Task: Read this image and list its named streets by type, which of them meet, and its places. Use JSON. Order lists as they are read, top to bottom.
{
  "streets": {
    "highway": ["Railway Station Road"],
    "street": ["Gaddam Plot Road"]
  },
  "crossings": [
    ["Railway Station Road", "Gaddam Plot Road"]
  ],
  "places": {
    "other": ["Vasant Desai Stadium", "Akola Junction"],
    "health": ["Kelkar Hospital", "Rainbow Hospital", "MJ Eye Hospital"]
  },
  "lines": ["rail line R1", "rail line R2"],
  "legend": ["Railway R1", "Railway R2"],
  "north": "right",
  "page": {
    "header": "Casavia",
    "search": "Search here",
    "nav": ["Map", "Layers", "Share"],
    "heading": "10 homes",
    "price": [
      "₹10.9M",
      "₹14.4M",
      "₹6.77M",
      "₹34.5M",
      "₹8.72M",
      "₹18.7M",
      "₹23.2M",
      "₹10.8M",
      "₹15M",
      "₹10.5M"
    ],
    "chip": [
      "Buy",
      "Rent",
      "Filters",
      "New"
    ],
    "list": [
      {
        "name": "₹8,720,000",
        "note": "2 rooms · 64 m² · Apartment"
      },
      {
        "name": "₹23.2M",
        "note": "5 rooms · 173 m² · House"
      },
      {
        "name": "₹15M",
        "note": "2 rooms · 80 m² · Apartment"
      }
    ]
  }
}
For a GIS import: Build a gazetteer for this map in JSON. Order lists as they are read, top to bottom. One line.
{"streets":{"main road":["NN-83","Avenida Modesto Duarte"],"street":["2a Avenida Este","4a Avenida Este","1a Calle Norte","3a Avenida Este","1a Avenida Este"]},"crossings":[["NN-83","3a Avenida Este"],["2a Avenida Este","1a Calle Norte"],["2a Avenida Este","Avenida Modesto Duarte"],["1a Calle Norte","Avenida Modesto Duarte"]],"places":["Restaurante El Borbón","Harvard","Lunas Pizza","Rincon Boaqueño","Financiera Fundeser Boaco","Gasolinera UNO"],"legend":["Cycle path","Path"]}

* _Exercise_
Retype the whole listing above, line for line and exactly.

* _Task answer_
Task: Read this image and list its named streets by type, which of them meet, and its places. Use JSON. Order lists as they are read, top to bottom.
{
  "streets": {
    "highway": ["Railway Station Road"],
    "street": ["Gaddam Plot Road"]
  },
  "crossings": [
    ["Railway Station Road", "Gaddam Plot Road"]
  ],
  "places": {
    "other": ["Vasant Desai Stadium", "Akola Junction"],
    "health": ["Kelkar Hospital", "Rainbow Hospital", "MJ Eye Hospital"]
  },
  "lines": ["rail line R1", "rail line R2"],
  "legend": ["Railway R1", "Railway R2"],
  "north": "right",
  "page": {
    "header": "Casavia",
    "search": "Search here",
    "nav": ["Map", "Layers", "Share"],
    "heading": "10 homes",
    "price": [
      "₹10.9M",
      "₹14.4M",
      "₹6.77M",
      "₹34.5M",
      "₹8.72M",
      "₹18.7M",
      "₹23.2M",
      "₹10.8M",
      "₹15M",
      "₹10.5M"
    ],
    "chip": [
      "Buy",
      "Rent",
      "Filters",
      "New"
    ],
    "list": [
      {
        "name": "₹8,720,000",
        "note": "2 rooms · 64 m² · Apartment"
      },
      {
        "name": "₹23.2M",
        "note": "5 rooms · 173 m² · House"
      },
      {
        "name": "₹15M",
        "note": "2 rooms · 80 m² · Apartment"
      }
    ]
  }
}
For a GIS import: Build a gazetteer for this map in JSON. Order lists as they are read, top to bottom. One line.
{"streets":{"main road":["NN-83","Avenida Modesto Duarte"],"street":["2a Avenida Este","4a Avenida Este","1a Calle Norte","3a Avenida Este","1a Avenida Este"]},"crossings":[["NN-83","3a Avenida Este"],["2a Avenida Este","1a Calle Norte"],["2a Avenida Este","Avenida Modesto Duarte"],["1a Calle Norte","Avenida Modesto Duarte"]],"places":["Restaurante El Borbón","Harvard","Lunas Pizza","Rincon Boaqueño","Financiera Fundeser Boaco","Gasolinera UNO"],"legend":["Cycle path","Path"]}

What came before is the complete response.